In sum, we conclude section 868.5, subdivision (c), does not prevent a support person from being recalled to testify as to evidence which the prosecution, acting in good faith, fails to discover until after the victim has begun to testify.
Applying this rule in the present case, it is clear the mother's recall testimony was properly admitted. The evidence establishes that the prosecution did not learn of the evidence until after Mariano had begun to testify. The manner in which the evidence came to light indicates the prosecution was acting in good faith, and the trial court found, at least implicitly, that this was so. There was no error.
Finally, Redondo contends the trial court “abdicated its responsibility when it determined it was not allowed to make credibility determinations in the process of determining whether Mrs. Morales should be recalled.” In our view, the only factual matter the trial court was obliged or entitled to rule on was whether the prosecution actually discovered the evidence after Mariano began testifying and did so in good faith. The trial court made such a determination, at least implicitly. Questions regarding the mother's credibility were for the trier of fact, not the court.
The judgment is affirmed.
1. Subsequent statutory references are to the Penal Code unless otherwise noted.
2. The information also charged Redondo with penetrating Mariano's anus with a foreign object and orally copulating the boy's penis. Although there was evidence to support these offenses, the jury did not reach a verdict as to these two charges.

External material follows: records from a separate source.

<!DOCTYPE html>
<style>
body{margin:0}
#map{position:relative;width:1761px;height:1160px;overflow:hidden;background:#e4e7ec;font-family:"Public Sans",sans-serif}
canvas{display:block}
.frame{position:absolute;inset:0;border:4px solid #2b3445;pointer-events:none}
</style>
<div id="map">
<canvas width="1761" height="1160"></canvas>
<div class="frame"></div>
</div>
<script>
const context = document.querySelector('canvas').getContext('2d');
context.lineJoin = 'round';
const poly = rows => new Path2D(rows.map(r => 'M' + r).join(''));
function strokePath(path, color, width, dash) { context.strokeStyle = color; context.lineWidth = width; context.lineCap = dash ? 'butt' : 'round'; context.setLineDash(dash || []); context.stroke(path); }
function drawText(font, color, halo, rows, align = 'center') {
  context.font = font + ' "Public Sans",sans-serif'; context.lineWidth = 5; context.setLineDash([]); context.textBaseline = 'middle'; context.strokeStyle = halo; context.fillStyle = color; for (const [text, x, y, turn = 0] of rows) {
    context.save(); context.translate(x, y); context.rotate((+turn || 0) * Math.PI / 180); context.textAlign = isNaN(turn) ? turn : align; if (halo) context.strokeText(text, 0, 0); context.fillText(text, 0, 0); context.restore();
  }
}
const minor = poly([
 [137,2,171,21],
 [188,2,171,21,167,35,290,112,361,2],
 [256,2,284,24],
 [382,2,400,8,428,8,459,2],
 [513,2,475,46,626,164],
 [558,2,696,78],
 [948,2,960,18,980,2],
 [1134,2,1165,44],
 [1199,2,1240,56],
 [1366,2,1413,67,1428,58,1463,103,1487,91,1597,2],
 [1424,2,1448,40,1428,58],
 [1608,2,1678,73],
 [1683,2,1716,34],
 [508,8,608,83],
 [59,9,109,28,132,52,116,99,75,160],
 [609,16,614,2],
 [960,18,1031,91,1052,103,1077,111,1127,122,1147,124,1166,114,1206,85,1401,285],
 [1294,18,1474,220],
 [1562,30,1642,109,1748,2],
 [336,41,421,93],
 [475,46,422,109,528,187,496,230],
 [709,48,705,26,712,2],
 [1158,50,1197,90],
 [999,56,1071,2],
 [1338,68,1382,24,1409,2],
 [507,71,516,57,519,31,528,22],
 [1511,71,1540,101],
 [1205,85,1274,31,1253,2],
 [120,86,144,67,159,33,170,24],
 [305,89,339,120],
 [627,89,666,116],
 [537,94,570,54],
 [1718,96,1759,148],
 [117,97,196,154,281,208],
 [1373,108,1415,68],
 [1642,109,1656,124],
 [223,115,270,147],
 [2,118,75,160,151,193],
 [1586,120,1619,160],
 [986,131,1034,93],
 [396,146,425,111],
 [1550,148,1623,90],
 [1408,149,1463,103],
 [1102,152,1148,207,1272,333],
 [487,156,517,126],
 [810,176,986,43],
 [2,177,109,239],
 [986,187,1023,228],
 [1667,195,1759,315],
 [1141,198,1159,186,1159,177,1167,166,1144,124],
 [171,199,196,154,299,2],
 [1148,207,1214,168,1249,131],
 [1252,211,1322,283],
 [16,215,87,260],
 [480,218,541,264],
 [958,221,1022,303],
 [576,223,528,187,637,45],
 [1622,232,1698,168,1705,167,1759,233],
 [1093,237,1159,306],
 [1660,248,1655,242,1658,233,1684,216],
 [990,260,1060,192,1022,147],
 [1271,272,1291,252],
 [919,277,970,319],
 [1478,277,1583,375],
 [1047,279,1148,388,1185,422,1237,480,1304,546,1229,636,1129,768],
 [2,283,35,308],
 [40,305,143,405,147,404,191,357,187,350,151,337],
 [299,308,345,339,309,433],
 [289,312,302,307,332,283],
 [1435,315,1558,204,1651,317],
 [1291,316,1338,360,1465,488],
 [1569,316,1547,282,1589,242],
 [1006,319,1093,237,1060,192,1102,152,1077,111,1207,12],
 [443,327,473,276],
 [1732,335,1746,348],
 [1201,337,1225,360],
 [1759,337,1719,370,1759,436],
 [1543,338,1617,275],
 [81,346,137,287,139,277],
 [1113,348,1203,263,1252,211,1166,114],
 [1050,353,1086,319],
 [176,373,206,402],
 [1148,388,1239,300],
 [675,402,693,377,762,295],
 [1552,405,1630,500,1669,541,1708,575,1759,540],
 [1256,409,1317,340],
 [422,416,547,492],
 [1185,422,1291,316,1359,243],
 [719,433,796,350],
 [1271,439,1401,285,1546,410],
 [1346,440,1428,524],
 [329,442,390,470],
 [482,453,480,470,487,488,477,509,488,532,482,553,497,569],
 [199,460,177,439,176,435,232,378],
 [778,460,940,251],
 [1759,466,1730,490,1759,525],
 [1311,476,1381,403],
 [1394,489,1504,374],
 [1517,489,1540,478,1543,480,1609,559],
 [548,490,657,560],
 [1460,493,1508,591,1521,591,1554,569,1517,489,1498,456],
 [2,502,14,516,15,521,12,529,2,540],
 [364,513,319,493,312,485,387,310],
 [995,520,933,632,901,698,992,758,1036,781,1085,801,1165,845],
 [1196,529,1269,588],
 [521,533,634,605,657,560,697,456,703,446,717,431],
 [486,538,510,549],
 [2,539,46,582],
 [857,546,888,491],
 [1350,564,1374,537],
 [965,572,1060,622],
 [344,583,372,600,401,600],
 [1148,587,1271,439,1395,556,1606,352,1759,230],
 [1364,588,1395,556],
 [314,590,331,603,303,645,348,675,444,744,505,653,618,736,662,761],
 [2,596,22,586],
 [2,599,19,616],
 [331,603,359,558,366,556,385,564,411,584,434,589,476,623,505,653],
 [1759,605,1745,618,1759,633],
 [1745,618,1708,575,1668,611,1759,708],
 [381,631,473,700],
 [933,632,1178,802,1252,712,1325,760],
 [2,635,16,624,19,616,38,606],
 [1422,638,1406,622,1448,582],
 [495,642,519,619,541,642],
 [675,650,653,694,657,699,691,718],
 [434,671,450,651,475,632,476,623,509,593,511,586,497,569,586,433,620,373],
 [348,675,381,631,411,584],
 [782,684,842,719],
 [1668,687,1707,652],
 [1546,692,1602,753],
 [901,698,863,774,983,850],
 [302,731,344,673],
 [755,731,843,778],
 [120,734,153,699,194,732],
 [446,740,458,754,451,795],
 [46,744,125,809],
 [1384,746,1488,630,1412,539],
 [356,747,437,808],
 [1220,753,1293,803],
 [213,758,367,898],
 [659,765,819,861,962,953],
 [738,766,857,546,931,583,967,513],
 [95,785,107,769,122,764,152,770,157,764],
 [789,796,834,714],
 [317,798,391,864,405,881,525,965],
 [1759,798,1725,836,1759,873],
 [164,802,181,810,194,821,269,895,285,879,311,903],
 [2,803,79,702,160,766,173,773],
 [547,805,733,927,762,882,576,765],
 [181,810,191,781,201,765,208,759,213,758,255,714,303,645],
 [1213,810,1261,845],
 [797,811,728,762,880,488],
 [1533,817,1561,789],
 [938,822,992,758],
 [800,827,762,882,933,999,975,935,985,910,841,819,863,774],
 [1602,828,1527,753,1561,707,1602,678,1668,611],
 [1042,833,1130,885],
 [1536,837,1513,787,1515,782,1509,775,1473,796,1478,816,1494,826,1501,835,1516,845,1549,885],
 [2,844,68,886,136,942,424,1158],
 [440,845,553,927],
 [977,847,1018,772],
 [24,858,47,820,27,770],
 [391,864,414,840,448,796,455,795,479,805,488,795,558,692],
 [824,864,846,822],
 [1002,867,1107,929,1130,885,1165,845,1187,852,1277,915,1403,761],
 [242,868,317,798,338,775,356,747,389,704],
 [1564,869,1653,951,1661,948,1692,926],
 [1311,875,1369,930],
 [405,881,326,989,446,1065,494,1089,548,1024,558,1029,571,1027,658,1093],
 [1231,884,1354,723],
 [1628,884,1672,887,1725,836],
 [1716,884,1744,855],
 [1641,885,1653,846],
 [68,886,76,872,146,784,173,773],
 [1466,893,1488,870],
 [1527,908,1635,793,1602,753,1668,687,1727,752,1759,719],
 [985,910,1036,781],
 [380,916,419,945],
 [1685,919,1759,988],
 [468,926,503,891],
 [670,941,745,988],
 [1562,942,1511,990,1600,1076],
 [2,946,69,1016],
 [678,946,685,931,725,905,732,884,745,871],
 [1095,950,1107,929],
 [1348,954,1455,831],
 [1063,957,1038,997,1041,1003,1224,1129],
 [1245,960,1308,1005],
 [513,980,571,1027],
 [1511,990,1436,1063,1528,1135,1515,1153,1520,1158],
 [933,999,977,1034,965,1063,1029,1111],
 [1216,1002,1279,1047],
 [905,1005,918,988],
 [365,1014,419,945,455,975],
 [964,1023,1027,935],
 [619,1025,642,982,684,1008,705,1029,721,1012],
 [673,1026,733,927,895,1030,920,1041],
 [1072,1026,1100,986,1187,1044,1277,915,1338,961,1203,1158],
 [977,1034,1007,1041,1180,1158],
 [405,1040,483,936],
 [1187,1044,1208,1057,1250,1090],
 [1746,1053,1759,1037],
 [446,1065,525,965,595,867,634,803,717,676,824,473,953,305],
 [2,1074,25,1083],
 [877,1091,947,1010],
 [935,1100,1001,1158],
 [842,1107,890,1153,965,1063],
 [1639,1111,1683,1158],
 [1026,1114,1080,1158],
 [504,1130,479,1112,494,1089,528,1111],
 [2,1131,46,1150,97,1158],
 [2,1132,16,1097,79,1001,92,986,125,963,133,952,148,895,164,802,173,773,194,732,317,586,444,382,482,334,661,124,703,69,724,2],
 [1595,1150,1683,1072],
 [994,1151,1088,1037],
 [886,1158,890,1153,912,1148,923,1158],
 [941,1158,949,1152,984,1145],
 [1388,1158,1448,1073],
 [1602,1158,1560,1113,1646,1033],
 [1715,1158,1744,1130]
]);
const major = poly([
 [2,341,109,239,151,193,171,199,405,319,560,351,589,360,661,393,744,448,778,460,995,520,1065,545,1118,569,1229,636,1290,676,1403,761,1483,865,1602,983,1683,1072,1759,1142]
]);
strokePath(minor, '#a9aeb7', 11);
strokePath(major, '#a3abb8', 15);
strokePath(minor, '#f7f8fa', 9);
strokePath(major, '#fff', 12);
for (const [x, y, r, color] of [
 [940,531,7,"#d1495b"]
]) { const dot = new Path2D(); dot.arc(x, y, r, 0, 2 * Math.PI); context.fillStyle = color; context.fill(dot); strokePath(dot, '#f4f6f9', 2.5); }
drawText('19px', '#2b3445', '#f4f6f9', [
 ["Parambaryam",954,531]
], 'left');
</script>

FOOTNOTE. See footnote *, ante.
4. At the time of Redondo's trial in 1986, section 868.5 provided: “(a) Notwithstanding any other provision of law, a prosecuting witness 16 years of age or under in a case involving a violation of Section 243.4, 261, 273a, 273d, 285, 286, 288, 288a, 289, or 647a, or a violation of subdivision (1) of Section 314, shall be entitled for support to the attendance of up to two family members of his or her own choosing, one of whom may be a witness, at the preliminary hearing and at the trial, during the testimony of the prosecuting witness. Only one of those support persons may accompany the witness to the witness stand, although the other may remain in the courtroom during the witness' testimony. The person or persons so chosen shall not be a person described in Section 1070 of the Evidence Code unless the person or persons are related to the prosecuting witness as a parent, guardian, or sibling and do not make notes during the hearing. [¶] (b) If the person or persons so chosen are also prosecuting witnesses, the prosecution shall present evidence that the person's attendance is both desired by the prosecuting witness for support and will be helpful to the prosecuting witness. Upon that showing, the court shall grant the request unless information presented by the defendant or noticed by the court establishes that the support person's attendance during the testimony of the prosecuting witness would pose a substantial risk of influencing or affecting the content of that testimony. [¶] (c) The testimony of the person or persons so chosen who are also prosecuting witnesses shall be presented before the testimony of the prosecuting witness. The prosecuting witness shall be excluded from the courtroom during that testimony․” (See Stats. 1985, ch. 467, No. 7 West's Cal.Legis.Service, pp. 53–54.)
FOOTNOTE. See footnote *, ante.
BRAUER, Associate Justice.
AGLIANO, P.J., and CAPACCIOLI, J., concur.